CHICAGO — Three years ago, Everett Atkinson was a medical disaster waiting to happen.
The 6-foot-7 homeless man couldn't stand up long without his legs swelling severely. His heart was bad, his circulatory system damaged and his body giving out after years of alcoholism, drug abuse and neglect.
Help came from a doctor who had bought StreetWise magazine -- a Chicago enterprise designed to help men and women out of poverty -- from Atkinson for years.
When Dr. Allen Goldberg learned Atkinson had been thrown out of a flophouse because he couldn't pay the bill, the doctor offered him a chance to live in his building and rebuild his health.
"I had never met a person who had nothing before," said Goldberg, 66, a retired pediatrician.
Since the encounter, Atkinson has given the doctor insights -- for example, how African Americans in poor communities can distrust white doctors -- which Goldberg has used in his volunteer work in tough neighborhoods.
"He helps me understand a lot, because who knows better about being disadvantaged?" Goldberg said.
Atkinson, 57, traces his downward slide to when he found out at 18 that his parents had adopted him as an infant. His father had died eight years before; an only child, Atkinson was extremely attached to his mother, who passed away in 1973.
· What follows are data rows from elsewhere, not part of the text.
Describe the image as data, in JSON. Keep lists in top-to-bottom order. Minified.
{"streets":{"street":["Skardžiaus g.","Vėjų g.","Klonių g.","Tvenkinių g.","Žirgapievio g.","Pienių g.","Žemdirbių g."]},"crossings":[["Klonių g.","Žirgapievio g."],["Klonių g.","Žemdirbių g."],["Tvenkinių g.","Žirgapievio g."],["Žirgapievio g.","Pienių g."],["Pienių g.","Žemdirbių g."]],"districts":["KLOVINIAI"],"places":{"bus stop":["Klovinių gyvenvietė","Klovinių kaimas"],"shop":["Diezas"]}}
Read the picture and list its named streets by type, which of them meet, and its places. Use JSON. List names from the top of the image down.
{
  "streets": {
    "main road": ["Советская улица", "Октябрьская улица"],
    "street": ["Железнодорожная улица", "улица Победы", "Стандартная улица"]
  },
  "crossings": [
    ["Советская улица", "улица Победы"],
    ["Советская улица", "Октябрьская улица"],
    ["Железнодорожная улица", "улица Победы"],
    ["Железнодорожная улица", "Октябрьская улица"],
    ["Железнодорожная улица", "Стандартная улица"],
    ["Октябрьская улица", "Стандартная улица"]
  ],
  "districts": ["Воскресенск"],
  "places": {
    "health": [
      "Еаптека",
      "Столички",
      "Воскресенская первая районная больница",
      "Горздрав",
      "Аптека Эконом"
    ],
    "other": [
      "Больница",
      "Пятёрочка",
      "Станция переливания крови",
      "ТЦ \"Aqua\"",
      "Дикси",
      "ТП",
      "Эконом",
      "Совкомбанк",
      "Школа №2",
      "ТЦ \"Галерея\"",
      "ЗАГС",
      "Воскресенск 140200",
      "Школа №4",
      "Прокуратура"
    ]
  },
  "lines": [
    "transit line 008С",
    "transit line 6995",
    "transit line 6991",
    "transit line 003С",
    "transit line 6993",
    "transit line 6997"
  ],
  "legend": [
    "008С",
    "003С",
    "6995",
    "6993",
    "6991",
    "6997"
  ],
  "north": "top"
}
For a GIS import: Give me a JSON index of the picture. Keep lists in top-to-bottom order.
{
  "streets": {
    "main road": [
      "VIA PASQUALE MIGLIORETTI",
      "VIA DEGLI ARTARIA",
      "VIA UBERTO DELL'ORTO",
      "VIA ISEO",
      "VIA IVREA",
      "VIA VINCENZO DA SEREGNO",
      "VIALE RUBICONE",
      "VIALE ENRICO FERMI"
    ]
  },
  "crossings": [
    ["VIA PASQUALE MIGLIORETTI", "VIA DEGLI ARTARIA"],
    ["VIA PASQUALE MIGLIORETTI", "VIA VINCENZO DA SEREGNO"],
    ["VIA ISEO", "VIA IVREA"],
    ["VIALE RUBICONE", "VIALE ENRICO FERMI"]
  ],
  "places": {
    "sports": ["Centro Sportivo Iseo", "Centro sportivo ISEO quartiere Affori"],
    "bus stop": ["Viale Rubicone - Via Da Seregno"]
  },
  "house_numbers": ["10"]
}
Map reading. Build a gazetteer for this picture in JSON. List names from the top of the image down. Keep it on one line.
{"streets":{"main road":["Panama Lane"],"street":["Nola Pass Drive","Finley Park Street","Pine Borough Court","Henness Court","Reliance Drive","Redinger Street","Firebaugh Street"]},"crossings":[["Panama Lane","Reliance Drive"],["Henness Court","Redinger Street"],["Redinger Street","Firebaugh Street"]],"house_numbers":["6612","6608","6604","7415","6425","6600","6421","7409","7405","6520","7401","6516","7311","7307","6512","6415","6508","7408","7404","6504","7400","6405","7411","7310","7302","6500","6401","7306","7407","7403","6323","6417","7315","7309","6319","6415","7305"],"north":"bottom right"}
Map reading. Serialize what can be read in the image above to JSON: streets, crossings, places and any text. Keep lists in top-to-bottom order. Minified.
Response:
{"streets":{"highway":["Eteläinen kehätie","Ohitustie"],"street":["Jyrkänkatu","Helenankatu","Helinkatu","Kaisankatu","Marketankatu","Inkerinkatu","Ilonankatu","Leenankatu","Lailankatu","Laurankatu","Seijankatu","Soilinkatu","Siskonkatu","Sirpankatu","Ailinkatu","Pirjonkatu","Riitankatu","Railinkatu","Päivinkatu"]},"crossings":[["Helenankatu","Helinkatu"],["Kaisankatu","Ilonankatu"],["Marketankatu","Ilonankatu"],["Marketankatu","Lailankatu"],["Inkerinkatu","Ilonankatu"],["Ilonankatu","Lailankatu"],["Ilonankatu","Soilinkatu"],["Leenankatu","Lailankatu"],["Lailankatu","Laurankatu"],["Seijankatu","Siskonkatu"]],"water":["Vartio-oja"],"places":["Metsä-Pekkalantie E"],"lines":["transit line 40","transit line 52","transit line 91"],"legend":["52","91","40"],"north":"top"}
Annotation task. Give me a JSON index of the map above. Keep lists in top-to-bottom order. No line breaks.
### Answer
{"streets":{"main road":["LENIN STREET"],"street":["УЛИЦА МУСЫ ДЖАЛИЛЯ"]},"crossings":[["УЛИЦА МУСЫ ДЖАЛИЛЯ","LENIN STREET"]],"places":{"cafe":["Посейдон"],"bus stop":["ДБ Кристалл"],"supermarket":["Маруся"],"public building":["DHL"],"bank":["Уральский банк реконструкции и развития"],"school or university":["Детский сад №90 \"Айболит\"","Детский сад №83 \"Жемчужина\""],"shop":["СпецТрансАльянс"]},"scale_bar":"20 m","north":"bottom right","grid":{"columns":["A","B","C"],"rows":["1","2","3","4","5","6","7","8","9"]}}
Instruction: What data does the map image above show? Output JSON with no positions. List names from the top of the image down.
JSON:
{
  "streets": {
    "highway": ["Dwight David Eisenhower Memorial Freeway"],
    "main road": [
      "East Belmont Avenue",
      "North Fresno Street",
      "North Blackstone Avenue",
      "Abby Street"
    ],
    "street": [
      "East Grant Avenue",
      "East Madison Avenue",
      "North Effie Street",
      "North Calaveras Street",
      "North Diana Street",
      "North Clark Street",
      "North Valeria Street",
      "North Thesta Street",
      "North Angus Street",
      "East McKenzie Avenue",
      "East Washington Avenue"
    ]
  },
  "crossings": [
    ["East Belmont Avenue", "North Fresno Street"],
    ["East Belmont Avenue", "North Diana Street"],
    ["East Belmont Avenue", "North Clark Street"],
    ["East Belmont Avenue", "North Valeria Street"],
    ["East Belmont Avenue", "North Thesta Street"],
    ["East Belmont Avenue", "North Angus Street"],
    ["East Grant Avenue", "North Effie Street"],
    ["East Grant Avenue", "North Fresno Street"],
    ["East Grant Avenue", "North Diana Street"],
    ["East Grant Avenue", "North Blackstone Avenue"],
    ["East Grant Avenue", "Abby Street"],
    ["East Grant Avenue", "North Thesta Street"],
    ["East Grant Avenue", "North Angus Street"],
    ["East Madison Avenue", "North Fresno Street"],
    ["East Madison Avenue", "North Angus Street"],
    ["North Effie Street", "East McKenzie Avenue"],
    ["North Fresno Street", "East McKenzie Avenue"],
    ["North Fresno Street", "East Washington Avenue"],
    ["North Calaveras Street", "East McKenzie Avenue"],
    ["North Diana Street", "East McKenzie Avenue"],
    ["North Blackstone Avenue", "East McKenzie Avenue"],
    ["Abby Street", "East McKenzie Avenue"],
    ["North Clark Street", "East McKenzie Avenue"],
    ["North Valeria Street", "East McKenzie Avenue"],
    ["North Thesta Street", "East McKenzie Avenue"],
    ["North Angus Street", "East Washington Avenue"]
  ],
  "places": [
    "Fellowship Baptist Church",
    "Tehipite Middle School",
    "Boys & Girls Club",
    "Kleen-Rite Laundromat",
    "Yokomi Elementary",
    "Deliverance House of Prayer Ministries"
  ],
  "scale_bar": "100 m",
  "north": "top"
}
She "used to tell me: 'Whatever you do, Everett, tell the truth.' And then I found out she never told me the truth about who I was," he said.
Atkinson said his drinking and drug use started after he found his biological family, which was headed by an abusive father.
For a while, Atkinson said, he pulled himself together and became a salesman for a men's retail chain. After that he worked as a bouncer in Chicago clubs; he drank and used cocaine. In 2003, he pleaded guilty to a misdemeanor charge of battery and was sentenced to probation.
Goldberg and his wife, Evi, a retired anesthesiologist, also have known hardship. The doctor's father, a New York firefighter, was injured in the course of duty and the family had to live on his disability checks. Evi grew up in Germany after World War II, and her family was among the many displaced.
"So many homes were bombed, people would take you in," she said, remembering living on another family's farm. "So it didn't seem strange to think about doing that for someone here."